“Much room remains for the future of development communication in Asia” is the view of Professor John Lent, speaker in the UNESCO Emeritus Dialogue at AMIC’s 2013 international conference.
A veteran specialist in the field of Asian development communication, Professor Lent, of Temple University, USA, said that poverty in Asia had not dropped as much as had been hoped and that most of the world’s chronically malnourished live in the Asia-Pacific region. He said that small communication projects initiated by communities to address poverty issues at the grassroots level are still important.
The UNESCO Emeritus Dialogue was held as the first plenary session at the AMIC 2013 conference in Yogyakarta, Indonesia (4th-7th July). The topic for discussion was Development Communication and the New Asia: still a role?
Another speaker, Chin Saik Yoon, Southbound Press publisher from Malaysia, asked about the role of development communication 50 years hence. “What will be the ‘new poverty’ for Asia in 2052?” he asked.
According to Mr. Chin, the main future issues relate to climate change and sustainable development. He talked of consumption patterns and contended that “we may have to admit our messages in the past were wrong.” Given the long-term implications of climate change, Mr. Chin said that “solutions may take two or three generations to complete”. In the future, there will be no more “personal gain” messages he believes. He offered the view that messages will have to play on altruism and that people will have to accept that “you do this so your great-grandchildren will still have water to drink.”

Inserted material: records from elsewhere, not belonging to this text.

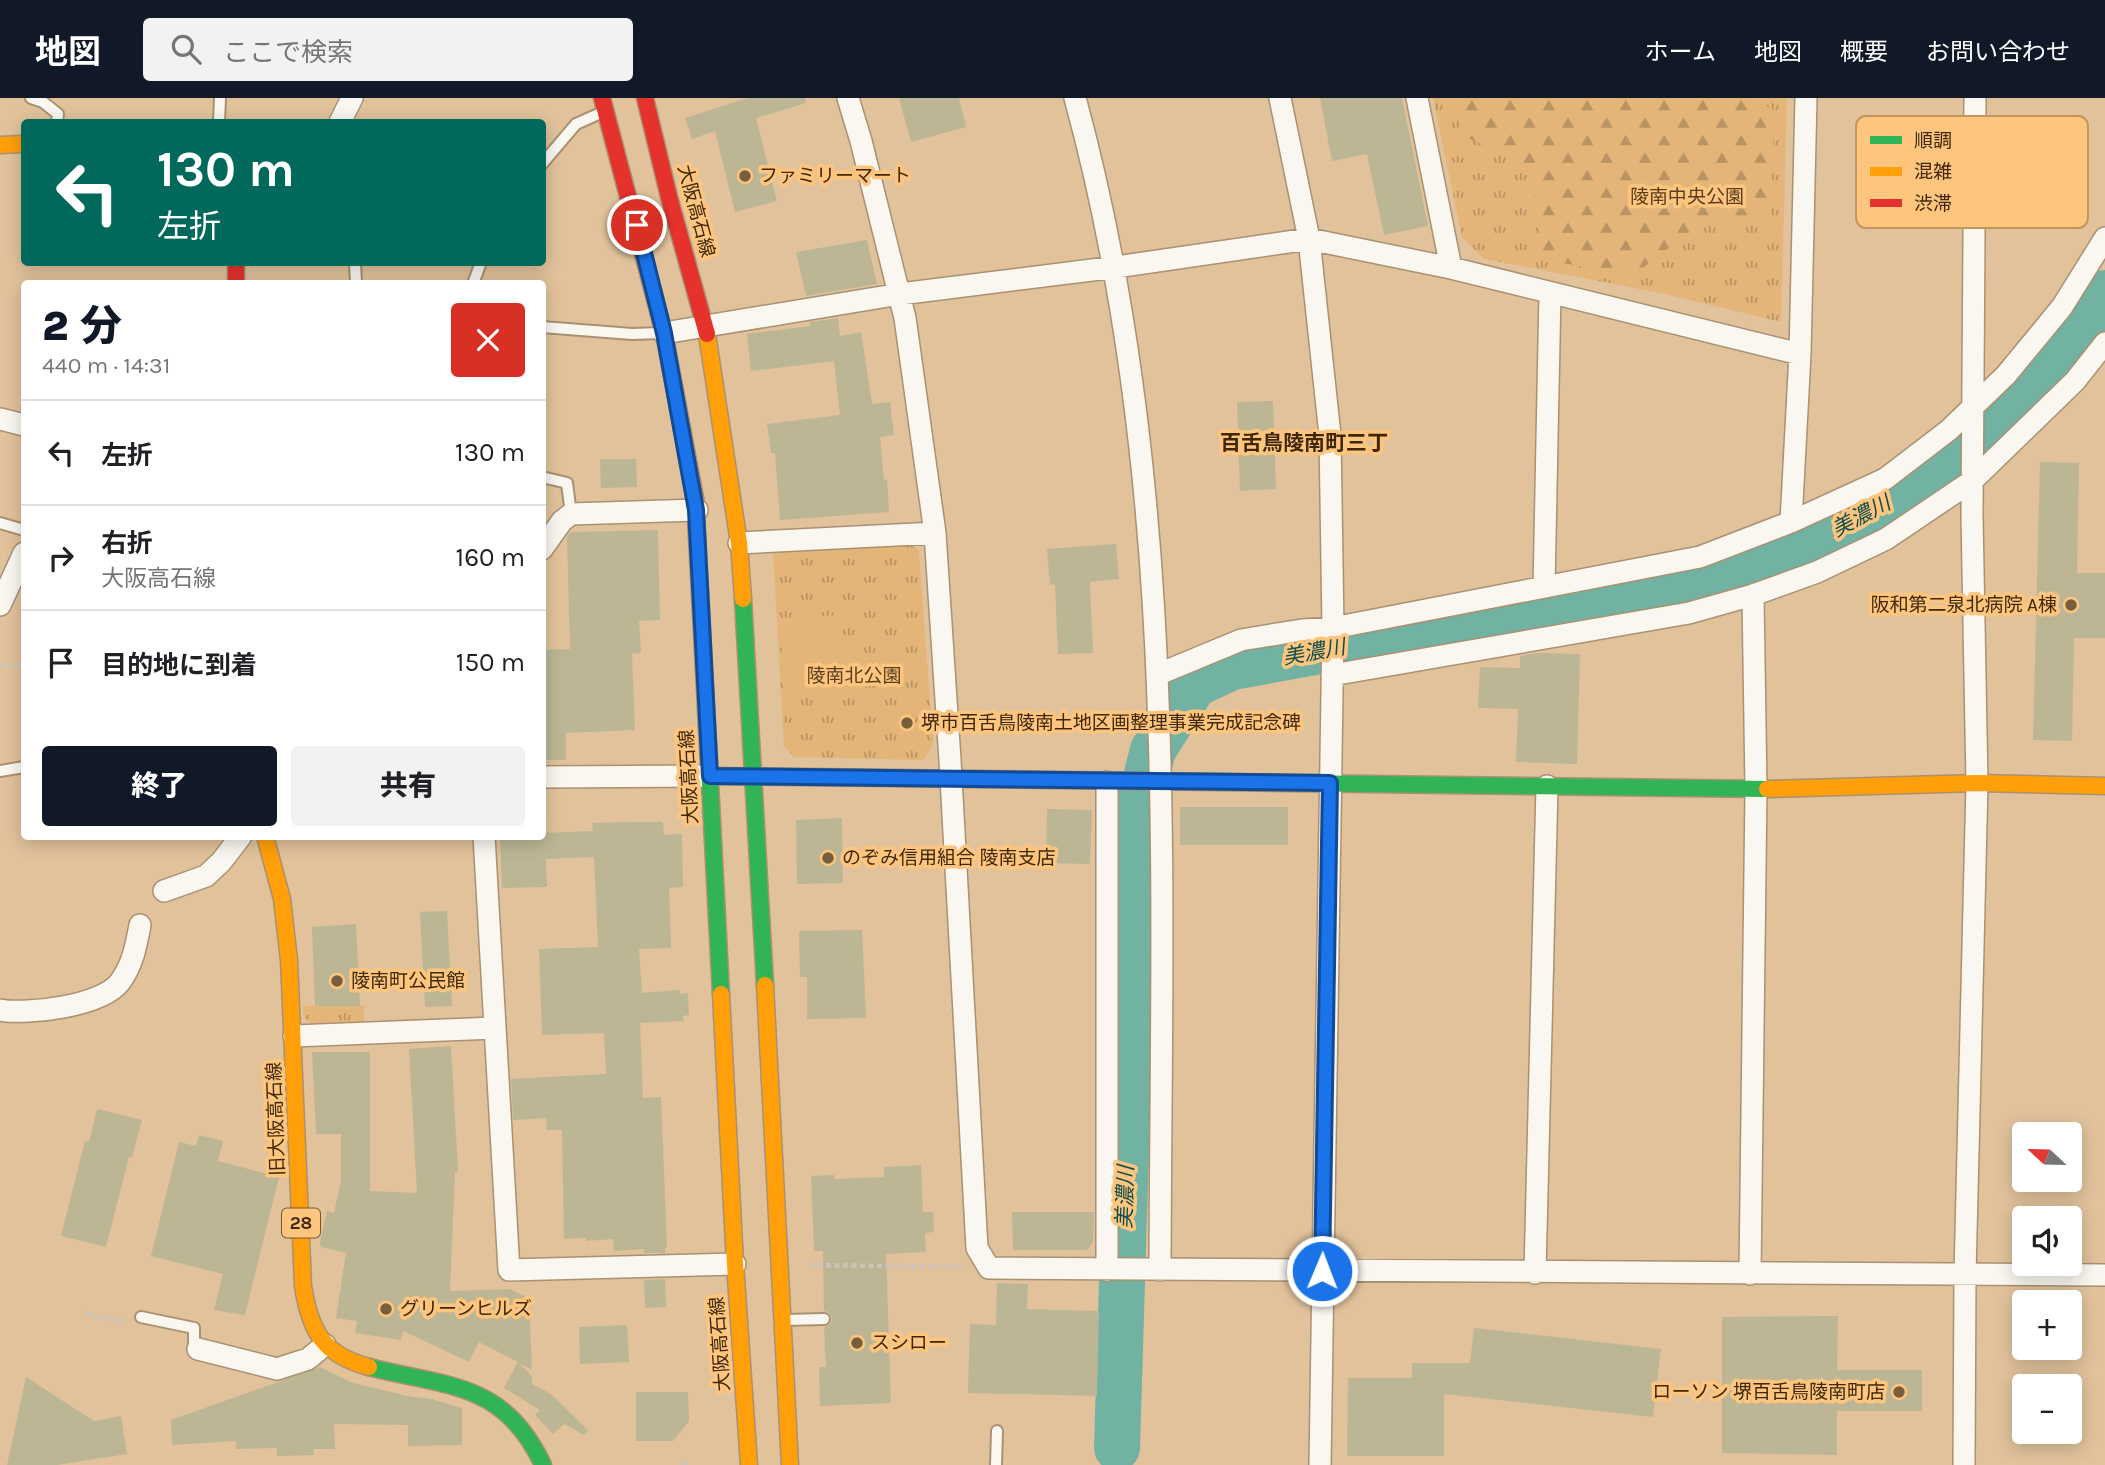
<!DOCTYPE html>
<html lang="ja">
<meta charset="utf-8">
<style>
body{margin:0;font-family:Karla,"Noto Sans JP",sans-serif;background:#f2f2f2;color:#202124;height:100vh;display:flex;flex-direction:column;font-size:26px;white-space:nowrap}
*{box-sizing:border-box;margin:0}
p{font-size:23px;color:#757577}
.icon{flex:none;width:38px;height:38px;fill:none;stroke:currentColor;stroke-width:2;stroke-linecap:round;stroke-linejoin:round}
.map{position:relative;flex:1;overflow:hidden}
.side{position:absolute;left:21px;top:182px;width:525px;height:560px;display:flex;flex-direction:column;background:#fff;border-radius:7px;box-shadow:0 4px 18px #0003}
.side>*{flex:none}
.guide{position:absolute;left:21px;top:21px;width:525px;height:147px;border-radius:7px;box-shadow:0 4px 18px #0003;background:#00695c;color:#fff;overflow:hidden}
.needle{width:46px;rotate:292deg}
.tools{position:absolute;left:2012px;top:1024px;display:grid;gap:14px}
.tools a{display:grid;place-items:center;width:70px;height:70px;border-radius:7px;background:#fff;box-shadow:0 4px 18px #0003;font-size:35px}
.pin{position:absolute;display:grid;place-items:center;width:60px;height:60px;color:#fff;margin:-30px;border:4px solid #fff;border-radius:50%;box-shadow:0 2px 7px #0007}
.me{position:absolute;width:77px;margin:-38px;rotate:1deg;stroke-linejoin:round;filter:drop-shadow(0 0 5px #0008)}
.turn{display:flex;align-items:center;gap:24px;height:147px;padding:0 21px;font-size:32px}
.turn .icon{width:91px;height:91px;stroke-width:2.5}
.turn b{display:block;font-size:49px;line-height:60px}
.round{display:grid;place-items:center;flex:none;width:74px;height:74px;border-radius:7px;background:#f2f2f2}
.head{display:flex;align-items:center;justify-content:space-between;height:119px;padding:0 21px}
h1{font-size:42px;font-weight:800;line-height:52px;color:#111827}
.cta{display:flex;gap:14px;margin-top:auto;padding:14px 21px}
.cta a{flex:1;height:80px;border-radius:7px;background:#111827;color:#fff;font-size:28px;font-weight:800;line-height:80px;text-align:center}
.cta a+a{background:#f2f2f2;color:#202124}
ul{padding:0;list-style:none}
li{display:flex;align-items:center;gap:21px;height:105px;padding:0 21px;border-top:2px solid #e0e0e0}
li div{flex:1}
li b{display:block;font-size:26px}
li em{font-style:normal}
header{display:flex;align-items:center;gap:42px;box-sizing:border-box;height:98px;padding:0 35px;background:#111827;color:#fff}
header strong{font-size:33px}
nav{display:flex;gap:38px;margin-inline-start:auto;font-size:24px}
.search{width:490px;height:63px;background:#f2f2f2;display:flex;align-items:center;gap:18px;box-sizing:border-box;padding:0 24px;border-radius:7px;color:#757577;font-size:26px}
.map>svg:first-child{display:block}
</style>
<header>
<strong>地図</strong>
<div class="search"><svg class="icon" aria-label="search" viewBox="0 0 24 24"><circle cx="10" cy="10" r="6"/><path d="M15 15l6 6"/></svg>ここで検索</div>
<nav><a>ホーム</a><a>地図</a><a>概要</a><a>お問い合わせ</a></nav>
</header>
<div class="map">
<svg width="2105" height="1367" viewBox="0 0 2105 1367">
<defs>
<pattern id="grass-tufts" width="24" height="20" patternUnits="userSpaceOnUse" patternTransform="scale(1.75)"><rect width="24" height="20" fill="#e3b578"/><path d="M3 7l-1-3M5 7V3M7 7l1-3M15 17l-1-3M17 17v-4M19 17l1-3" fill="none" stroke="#b99361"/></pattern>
<pattern id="forest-firs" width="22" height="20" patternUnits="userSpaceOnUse" patternTransform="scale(1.75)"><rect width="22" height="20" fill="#e3b578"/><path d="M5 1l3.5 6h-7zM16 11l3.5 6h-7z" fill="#b99361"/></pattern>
</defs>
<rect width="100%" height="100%" fill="#e1c29b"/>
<path fill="url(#grass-tufts)" d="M1433,0H1787L1781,224L1665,196L1484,161L1462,139Z
M911,446L919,453L933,647L923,662L794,659L784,648L773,454Z
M364,907V925H311L304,919L303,908Z"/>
<path fill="url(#forest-firs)" d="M1455,0H1750L1774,12L1771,121L1708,120L1631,179L1544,161L1530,69L1462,37Z"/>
<path fill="#e3b578" d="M839,517L843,594L784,597L780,520Z"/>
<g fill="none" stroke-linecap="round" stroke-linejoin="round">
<path stroke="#72b2a3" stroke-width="46" d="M1117,1350L1136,719L1153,652L1194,587L1232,569L1624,498L1752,466L1808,445L1875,414L1939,371L2026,300L2082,234L2105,195"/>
</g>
<path fill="#bcb695" d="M748,0H805L806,5L756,20L777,103L735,114L715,33L692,41L685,20Z
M899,0H959L966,29L911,44Z
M1320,0H1402L1428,128L1384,137L1367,56L1332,63Z
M867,142L877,186L806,198L796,154Z
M838,220L840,238L861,234L872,306L890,304L894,337L880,339L884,382L887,381L889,414L780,422L775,355H771L767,326L840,317L834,263L751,273L747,236L810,228V224Z
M1273,303L1276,391L1240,393L1237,304Z
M600,361H636L637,389L601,390Z
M2040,364L2079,365L2077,475H2105V540H2074L2072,643L2033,642Z
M658,432L660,522L639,523L641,555L632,556L635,632L566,635V662H542V552L570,551L567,439L570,434Z
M1116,446L1119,481L1090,484L1093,555L1058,556L1055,486L1050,487L1047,451Z
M1537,555L1580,556L1577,666L1516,664L1518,611L1478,610L1480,569L1520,570V558Z
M1180,709H1288V747H1180Z
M1047,711L1092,712L1090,766L1046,765Z
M842,720L843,785L797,786L796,722Z
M630,724H663L664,737L682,736L683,789L669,790L671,850L639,851L642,895L680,892V896L688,895L689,917L683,918L684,923L640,925L643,1000L661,999L667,1150H665V1155H644V1151L614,1153L613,1141L586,1143V1140L564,1141L562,1032H547L546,1020L513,1022L511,981L606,976L604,935L542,937L539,851L598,849L594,759L546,761L547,789L502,790L500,738H542V735L593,733L592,725Z
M447,813L452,908L425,909L420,814Z
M356,826L360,908H315L312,829Z
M862,832L866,920L807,921V879H800L799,833Z
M451,948L458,1074H455L450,1193L510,1191L529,1200L532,1272L519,1265L532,1278V1286L551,1296L588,1332L584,1337L564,1326L553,1336L535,1317L540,1312L504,1290L518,1264L479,1244L469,1264L403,1233L401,1242L355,1235L357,1223L336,1220L346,1155L321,1149L320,1144L327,1113L334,1115L341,1082V1036H316L312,954H370V1093L417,1095L409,951Z
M97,1011L142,1022L132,1059H129L106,1149L61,1138L85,1043L89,1044Z
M199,1037L223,1043L218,1063L279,1079L245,1217L214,1212L223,1176L151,1158L179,1044L196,1048Z
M921,1067L923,1114H933L934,1134L925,1135L926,1154L886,1156L891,1305L820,1308L819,1269H826L824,1229L831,1225L832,1220L828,1214L824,1213L823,1153H814L811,1078L834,1077V1081L884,1079V1069Z
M1012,1114H1094L1093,1144L1087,1152H1013Z
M665,1181L666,1209L645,1210L644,1182Z
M997,1185L1028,1186L1027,1211L1099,1213L1097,1298L968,1295L970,1226L996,1227Z
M1838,1218L1837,1272H1922V1313H1837V1357L1722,1355V1219Z
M627,1227L629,1264L580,1266L579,1229Z
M1474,1230L1661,1251L1653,1319L1444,1296V1358H1347L1348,1280H1412V1265H1470Z
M320,1269L353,1285L408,1298L431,1301L462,1310V1347L408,1348V1327L334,1326L335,1351H314V1357L277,1358V1350L236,1351V1343L172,1347L171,1322Z
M26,1279L94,1323L121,1318L127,1356L57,1367H7Z
M636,1294H688L689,1323L673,1343H636Z"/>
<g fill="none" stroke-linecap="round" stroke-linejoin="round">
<defs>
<path id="lane" d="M31,0L43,4L58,16L57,24
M219,24L220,0
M542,66L576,26L603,14
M355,164L356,186
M473,186L481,164
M542,229L632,236L661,235
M542,379L567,385L571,416
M0,425L24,432
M0,673L24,669
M141,1219L194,1230V1243L198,1251
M785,1222L824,1221
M996,1367L997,1333"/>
<path id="street" d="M848,0L861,43L905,220L935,435L950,662L977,1150L989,1170L2105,1177
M1075,0C1180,383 1161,779 1160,1172
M1280,0L1309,141L1330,337L1333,530L1320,1367
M1417,0L1451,170
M340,24L352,0
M664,235L900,196L1116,169L1309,141L1451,170L1800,256
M0,321L24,327
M1791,424L1800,256L1806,0
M739,445L935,435
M542,451L562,423L571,416L697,412
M1544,489L1550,195
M0,507L24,455
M1159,576L1241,542L1302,532L1333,530L1700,459L1791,424L1885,381L1949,332L2006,277L2062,209L2105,140
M1332,577L1689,515L1753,497L1817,474L1886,441L1972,383L2075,283L2105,245
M542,679L710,678
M1107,684V1172
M484,738L509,1172L735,1166
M164,793L206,778L221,764L241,738
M0,912C28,917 102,908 120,884C133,866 136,848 140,827
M294,938L495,930
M1535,1175L1547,688
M1750,1176L1756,691L1753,497
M198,1251L277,1271L308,1261L325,1247
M1964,1367L1965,1177L1977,685L1972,418L1975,0"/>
<path id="fast" d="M695,400L721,896
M743,501L765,887
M1220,684L1767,691
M369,1269C446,1289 504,1283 543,1367"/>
<path id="slow" d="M0,47L24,46
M707,236L739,445L743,501
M710,678L1220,684
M1767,691L1977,685L2105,688
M265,738L282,801L289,862L303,1188C310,1233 323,1257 369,1269
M765,887L790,1367
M721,896L735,1166L749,1367"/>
<path id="jam" d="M602,0L664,235L695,400
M645,0L669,99L707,236
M236,164V186"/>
</defs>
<use href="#lane" stroke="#a99171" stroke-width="14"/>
<use href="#street" stroke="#a99171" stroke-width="24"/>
<use href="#fast" stroke="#a99171" stroke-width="19"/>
<use href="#slow" stroke="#a99171" stroke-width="19"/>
<use href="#jam" stroke="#a99171" stroke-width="19"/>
<path stroke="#cdc4b8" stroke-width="4.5" stroke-dasharray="5 3.5" stroke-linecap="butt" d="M0,566L24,569
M809,1167L964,1169
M85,1216L124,1224
M682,1367L688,1365"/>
<use href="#lane" stroke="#faf6f0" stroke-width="10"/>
<use href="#street" stroke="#faf6f0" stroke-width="21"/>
<use href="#fast" stroke="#30b455" stroke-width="16"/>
<use href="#slow" stroke="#ff9f0a" stroke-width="16"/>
<use href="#jam" stroke="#e5322d" stroke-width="16"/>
</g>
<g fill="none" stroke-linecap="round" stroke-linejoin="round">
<defs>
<path id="route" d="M637,127L664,235L696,412L710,678L1330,685L1322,1173"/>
</defs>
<use href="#route" stroke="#114b97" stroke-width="18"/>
<use href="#route" stroke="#1a73e8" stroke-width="12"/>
</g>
<g fill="#775e3c" stroke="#fec57e" stroke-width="2.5">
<circle cx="745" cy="78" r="7"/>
<circle cx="2071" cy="507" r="7"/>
<circle cx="907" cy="625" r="7"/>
<circle cx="828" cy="760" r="7"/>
<circle cx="337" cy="883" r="7"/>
<circle cx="386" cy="1211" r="7"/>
<circle cx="857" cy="1245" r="7"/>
<circle cx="1899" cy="1294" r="7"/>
</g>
<g text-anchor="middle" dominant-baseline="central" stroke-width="7" stroke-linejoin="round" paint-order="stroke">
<rect fill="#fec57e" stroke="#78572c" stroke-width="2" x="282" y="1110.5" width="38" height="29" rx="5"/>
<g font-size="18" font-weight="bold" fill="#3e2809">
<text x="301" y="1125">28</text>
</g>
<g font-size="19" fill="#3e2809" stroke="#fec57e" text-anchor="start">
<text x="759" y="78">ファミリーマート</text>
<text x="2057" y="507" text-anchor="end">阪和第二泉北病院 A棟</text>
<text x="921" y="625">堺市百舌鳥陵南土地区画整理事業完成記念碑</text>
<text x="842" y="760">のぞみ信用組合 陵南支店</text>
<text x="351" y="883">陵南町公民館</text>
<text x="400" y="1211">グリーンヒルズ</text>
<text x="871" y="1245">スシロー</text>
<text x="1885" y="1294" text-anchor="end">ローソン 堺百舌鳥陵南町店</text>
</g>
<g font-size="19" fill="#573e1c" stroke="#fec57e">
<text x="1687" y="99">陵南中央公園</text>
<text x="854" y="578">陵南北公園</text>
</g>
<g font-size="19" fill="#3e2809" stroke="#fec57e">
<text transform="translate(696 113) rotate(75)">大阪高石線</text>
<text transform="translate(689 679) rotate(-93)">大阪高石線</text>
<text transform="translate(276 1021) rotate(-92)">旧大阪高石線</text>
<text transform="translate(720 1246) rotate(-94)">大阪高石線</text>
</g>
<g font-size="21" font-weight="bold" fill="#3e2809" stroke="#fec57e">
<text x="1304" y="345">百舌鳥陵南町三丁</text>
</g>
<g font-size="21" font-style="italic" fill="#114e4c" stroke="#fec57e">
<text transform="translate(1861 418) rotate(-28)">美濃川</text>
<text transform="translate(1314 554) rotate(-10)">美濃川</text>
<text transform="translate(1125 1099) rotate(-88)">美濃川</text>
</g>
</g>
<rect x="1856" y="18" width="232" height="112" rx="10" fill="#fec57e" stroke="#c4965b" stroke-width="2"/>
<rect x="1870" y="38" width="32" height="8" fill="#30b455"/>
<rect x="1870" y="69" width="32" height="9" fill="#ff9f0a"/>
<rect x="1870" y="101" width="32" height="8" fill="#e5322d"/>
<g font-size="19" fill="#3e2809">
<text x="1914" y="49">順調</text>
<text x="1914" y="80">混雑</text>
<text x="1914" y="112">渋滞</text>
</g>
</svg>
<div class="tools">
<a><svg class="needle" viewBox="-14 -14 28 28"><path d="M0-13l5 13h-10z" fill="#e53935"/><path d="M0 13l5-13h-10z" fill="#757577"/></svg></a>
<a><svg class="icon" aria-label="sound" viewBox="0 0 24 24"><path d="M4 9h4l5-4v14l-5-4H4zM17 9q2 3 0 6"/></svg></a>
<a>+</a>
<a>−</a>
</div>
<div class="pin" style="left:637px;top:127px;background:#d93025"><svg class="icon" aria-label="arrive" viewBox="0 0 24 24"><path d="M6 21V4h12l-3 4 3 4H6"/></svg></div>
<svg class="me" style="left:1322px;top:1173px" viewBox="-20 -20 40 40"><circle r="17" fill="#1a73e8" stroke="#fff" stroke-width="3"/><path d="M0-11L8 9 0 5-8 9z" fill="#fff"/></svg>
<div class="guide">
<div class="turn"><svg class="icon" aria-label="left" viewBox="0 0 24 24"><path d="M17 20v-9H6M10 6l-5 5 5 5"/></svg><div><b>130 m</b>左折</div></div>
</div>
<section class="side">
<div class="head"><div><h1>2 分</h1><p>440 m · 14:31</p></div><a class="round" style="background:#d93025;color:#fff"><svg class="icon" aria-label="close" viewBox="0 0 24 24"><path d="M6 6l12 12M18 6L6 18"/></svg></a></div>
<ul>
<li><svg class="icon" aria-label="left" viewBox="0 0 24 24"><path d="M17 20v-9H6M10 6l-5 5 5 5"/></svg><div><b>左折</b></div><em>130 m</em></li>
<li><svg class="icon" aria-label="right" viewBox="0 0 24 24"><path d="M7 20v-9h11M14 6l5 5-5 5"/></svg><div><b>右折</b><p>大阪高石線</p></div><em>160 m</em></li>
<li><svg class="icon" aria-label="arrive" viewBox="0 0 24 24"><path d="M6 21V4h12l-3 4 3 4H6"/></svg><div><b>目的地に到着</b></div><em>150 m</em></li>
</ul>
<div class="cta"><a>終了</a><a>共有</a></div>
</section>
</div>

Long-term Philippines development communication expert, Professor Crispin Maslog, reinforced the view that “development communication still has a place in the world while there is poverty”. Similar views were held by other UNESCO Emeritus Dialogue speakers, Professor Alwi Dahlan from Indonesia, and Professor Binod Agrawal from India.
In a world of new technologies where poverty is still widespread, “we have to recapture our humanity” Professor John Lent reminded the audience.